▶ WORK INSTRUCTION: Would you print out all of the data exactly and keep the pictures out of it?

(Records excerpted from a collection)
Start of Block
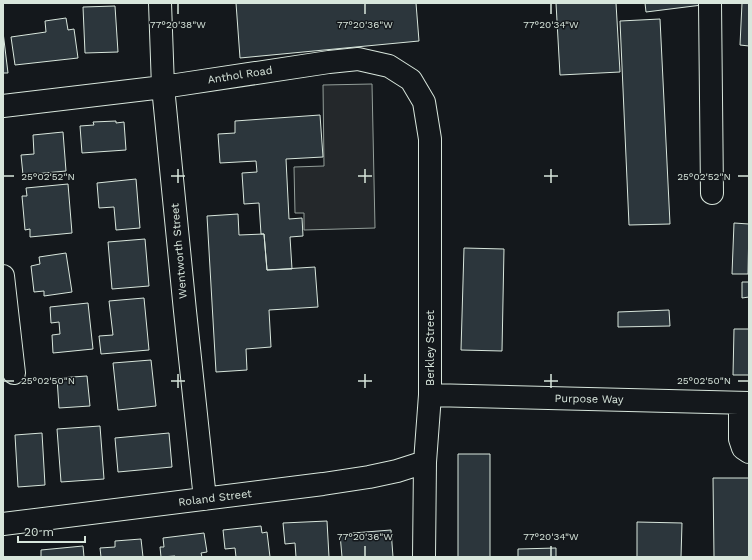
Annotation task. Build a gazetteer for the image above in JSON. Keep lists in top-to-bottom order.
{
  "streets": {
    "street": [
      "Anthol Road",
      "Wentworth Street",
      "Berkley Street",
      "Purpose Way",
      "Roland Street"
    ]
  },
  "crossings": [
    ["Anthol Road", "Wentworth Street"],
    ["Anthol Road", "Berkley Street"],
    ["Wentworth Street", "Roland Street"],
    ["Berkley Street", "Purpose Way"],
    ["Berkley Street", "Roland Street"]
  ],
  "scale_bar": "20 m",
  "coordinates": [
    "77°20'38\"W",
    "77°20'36\"W",
    "77°20'34\"W",
    "25°02'52\"N",
    "25°02'50\"N"
  ]
}
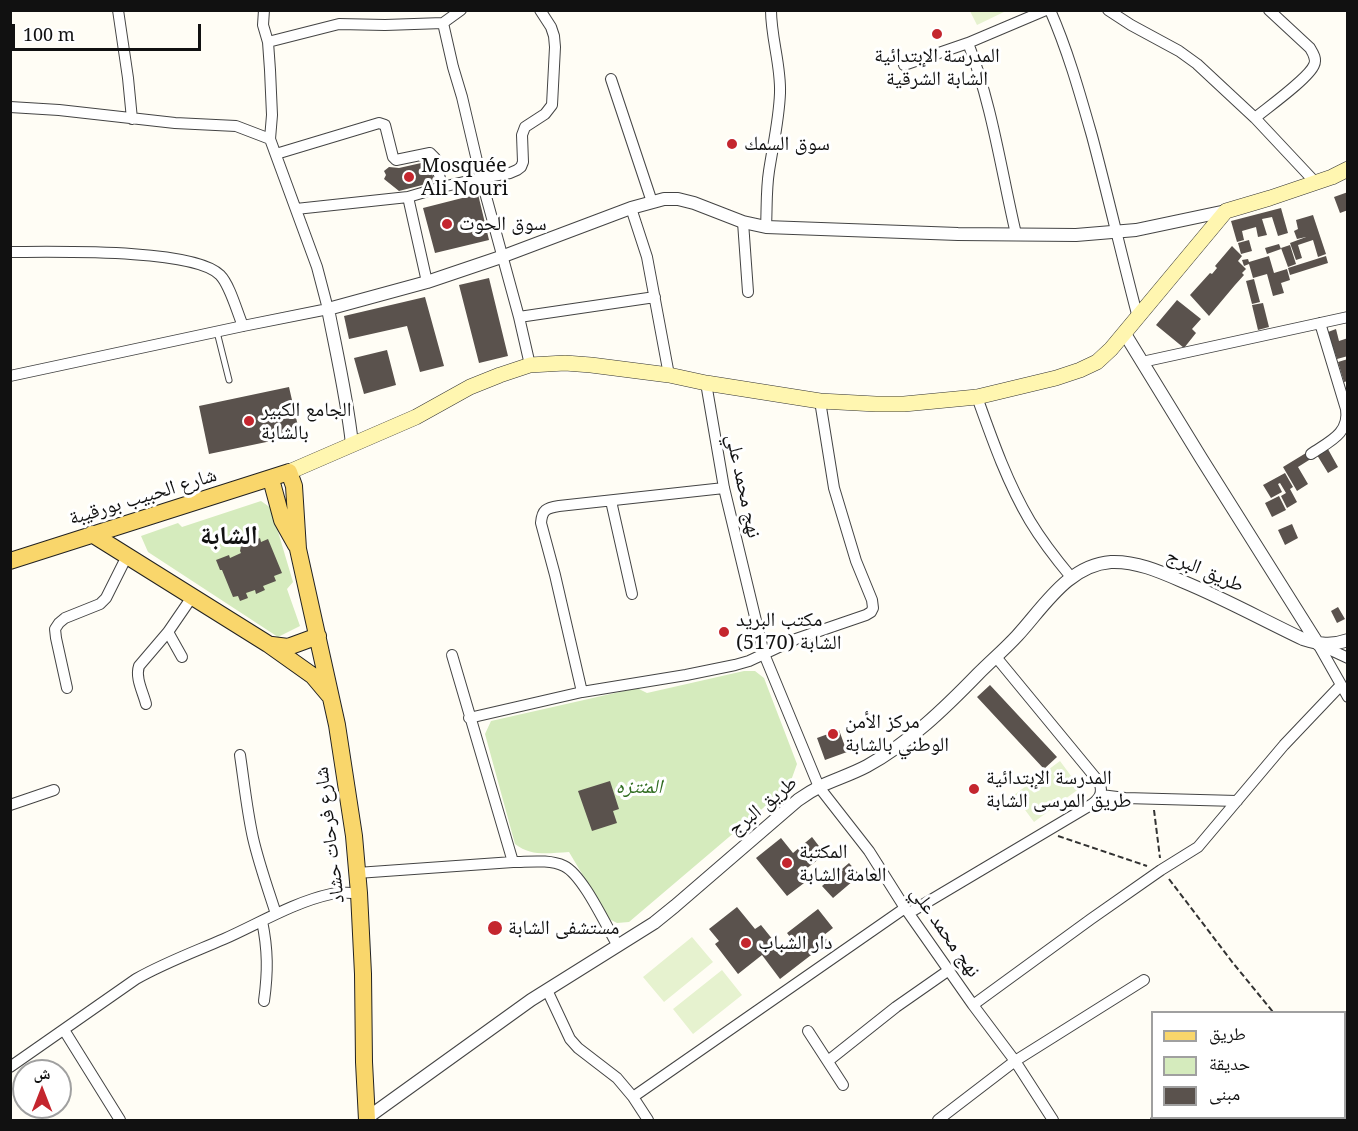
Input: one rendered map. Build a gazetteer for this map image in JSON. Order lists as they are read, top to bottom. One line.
End of Block
▶ WRITTEN RESPONSE:
Annotation task. Build a gazetteer for the image above in JSON. Keep lists in top-to-bottom order.
{
  "streets": {
    "street": [
      "Anthol Road",
      "Wentworth Street",
      "Berkley Street",
      "Purpose Way",
      "Roland Street"
    ]
  },
  "crossings": [
    ["Anthol Road", "Wentworth Street"],
    ["Anthol Road", "Berkley Street"],
    ["Wentworth Street", "Roland Street"],
    ["Berkley Street", "Purpose Way"],
    ["Berkley Street", "Roland Street"]
  ],
  "scale_bar": "20 m",
  "coordinates": [
    "77°20'38\"W",
    "77°20'36\"W",
    "77°20'34\"W",
    "25°02'52\"N",
    "25°02'50\"N"
  ]
}
Input: one rendered map. Build a gazetteer for this map image in JSON. Order lists as they are read, top to bottom. One line.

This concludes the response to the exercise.